Cette annonce intervient au lendemain d'un décret du président Paul Biya ordonnant l'arrêt des poursuites à l'encontre de certains leaders anglophones, qui étaient poursuivis "pour terrorisme" et "rébellion", des accusations passibles de la peine capitale.

Le décret de M. Biya citait nommément trois activistes dont le magistrat anglophone et opposant Ayah Abine, qui a déjà recouvré la liberté,a-t-on appris de sources concordante.

Ces libérations font partie d'une "première vague" de bénéficiaires de la décision présidentielle, selon le porte-parole du gouvernement, qui ne détaille pas le nombre total de personnes détenues depuis le début de la crise en novembre.

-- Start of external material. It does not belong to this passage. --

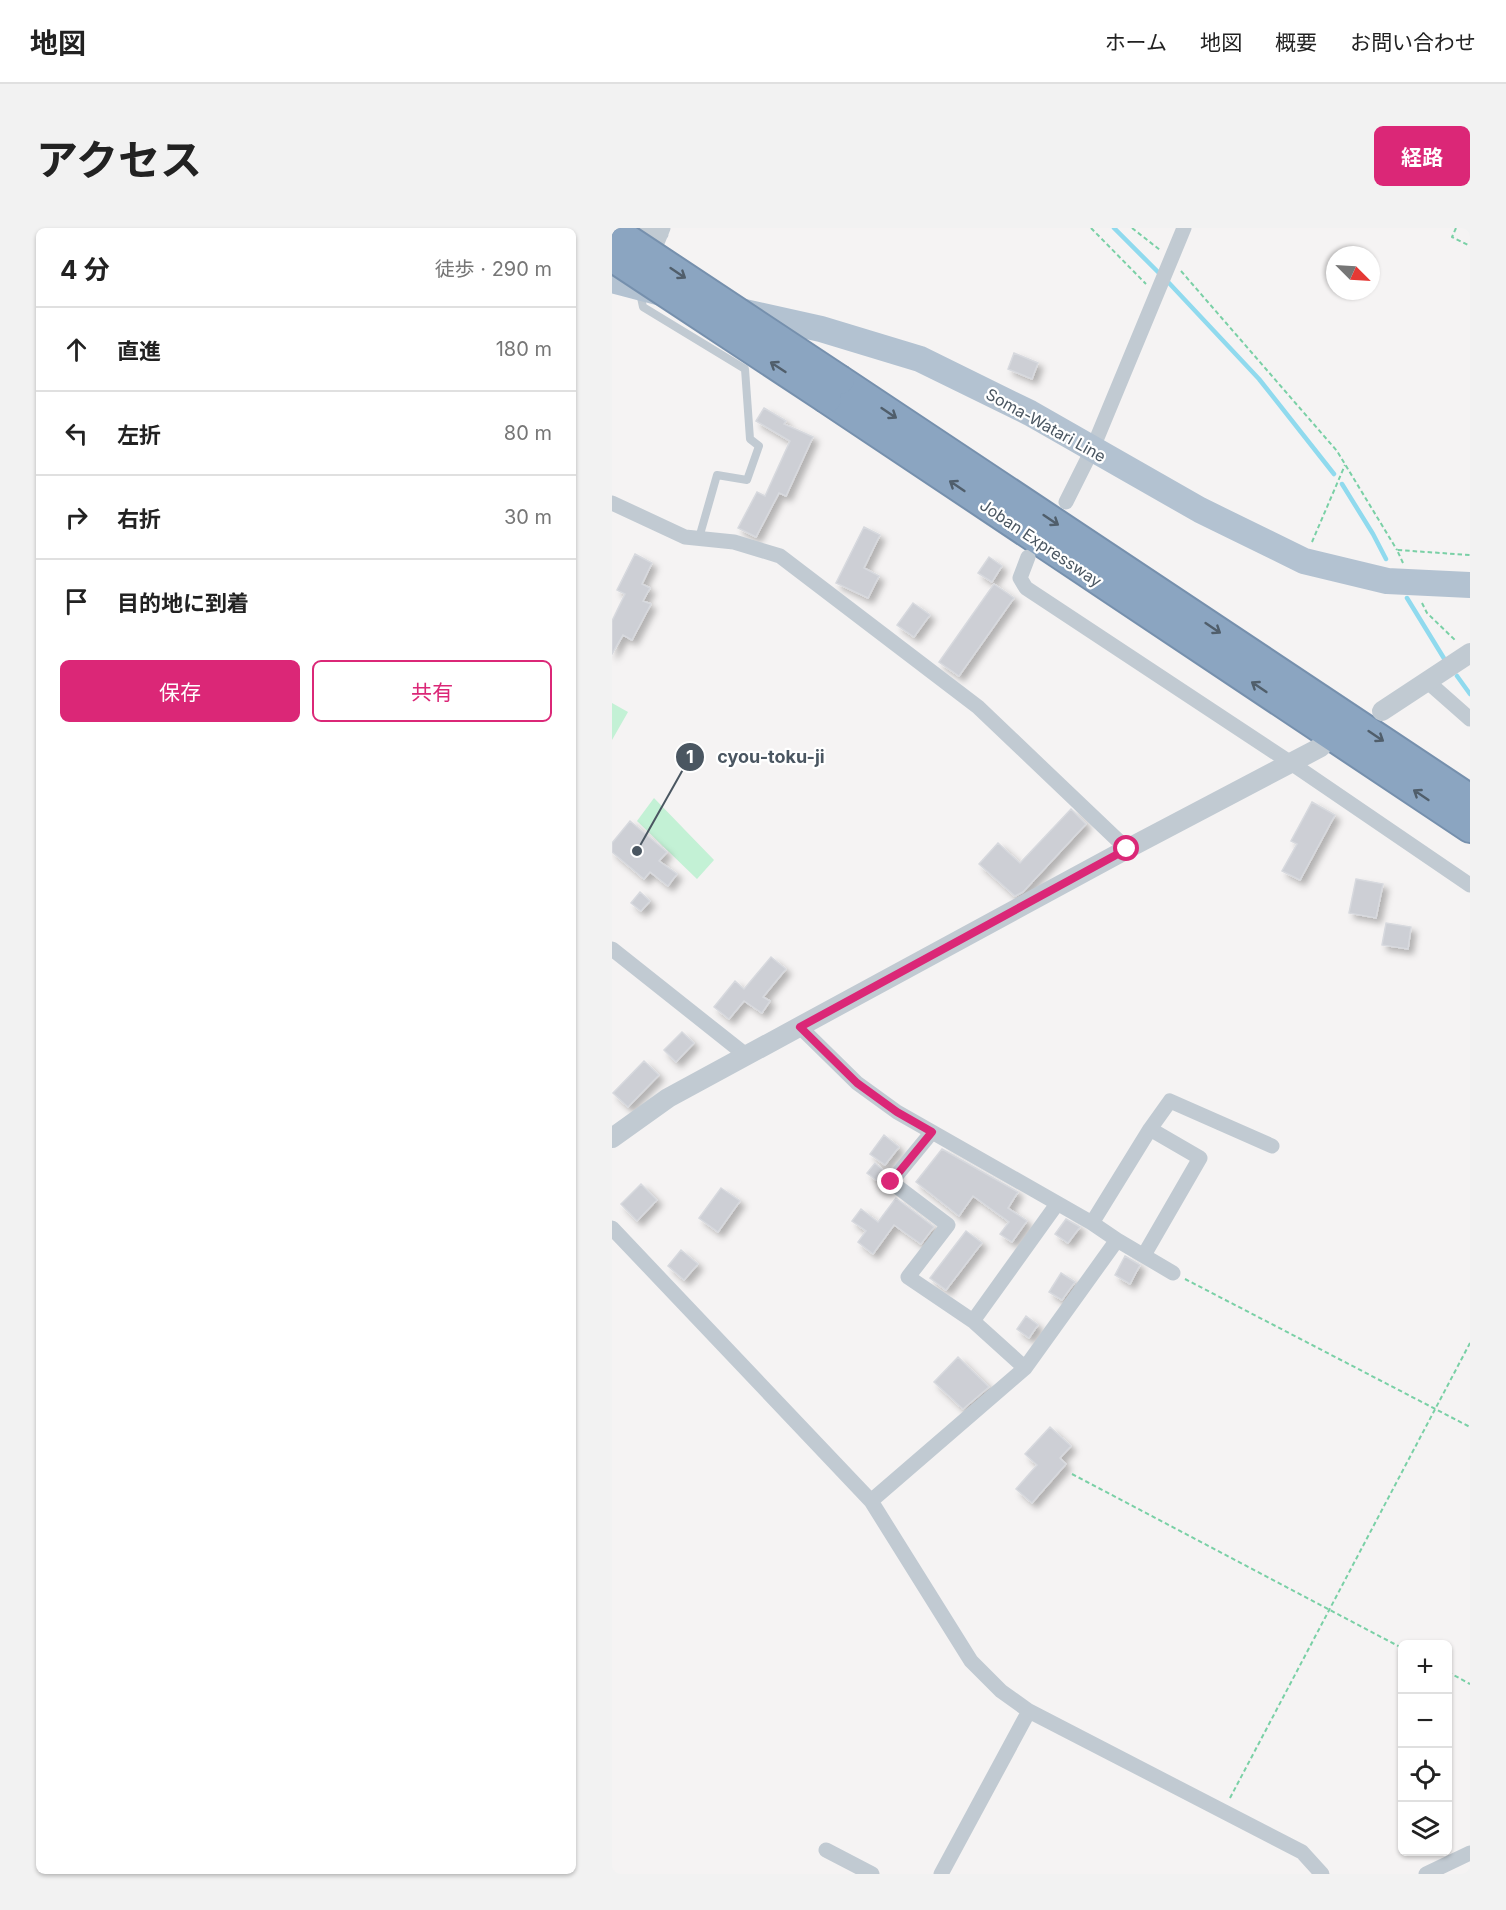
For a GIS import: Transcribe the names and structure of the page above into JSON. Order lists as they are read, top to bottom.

"Cette décision est un motif de soulagement pour nous autres qui nous battions depuis pour leur libération", avait réagi auprès de l'AFP l'un des avocats des anglophones.

Jeudi, des dizaines de détenus étaient présents au tribunal militaire de Yaoundé où ils attentaient jusqu'en fin d'après-midi le début de l'audience au cours de laquelle ils devaient être fixés sur leur sort individuel.

Depuis novembre 2016, la minorité anglophone - environ 20% de la population camerounaise estimée à 22 millions - proteste contre ce qu'elle considère comme une marginalisation.

Une grève des avocats, suivie de celle des enseignants, a dégénéré en crise socio-politique dans les deux régions anglophones, au point de menacer le bon déroulement de l'élection présidentielle prévue en 2018, d'après les experts.

Certains anglophones exigent le retour au fédéralisme alors que d'autres réclament la partition du pays. Deux hypothèses que refuse Yaoundé.

L'existence d'une minorité anglophone est un héritage de l'histoire du Cameroun. A la fin de la Première guerre mondiale, la tutelle de l'ex-colonie allemande a été confiée à la France et à la Grande-Bretagne (pour la partie frontalière du Nigeria).

A l'indépendance en 1960, le Cameroun a été une République fédérale jusqu'en 1972, avant de devenir une République unie.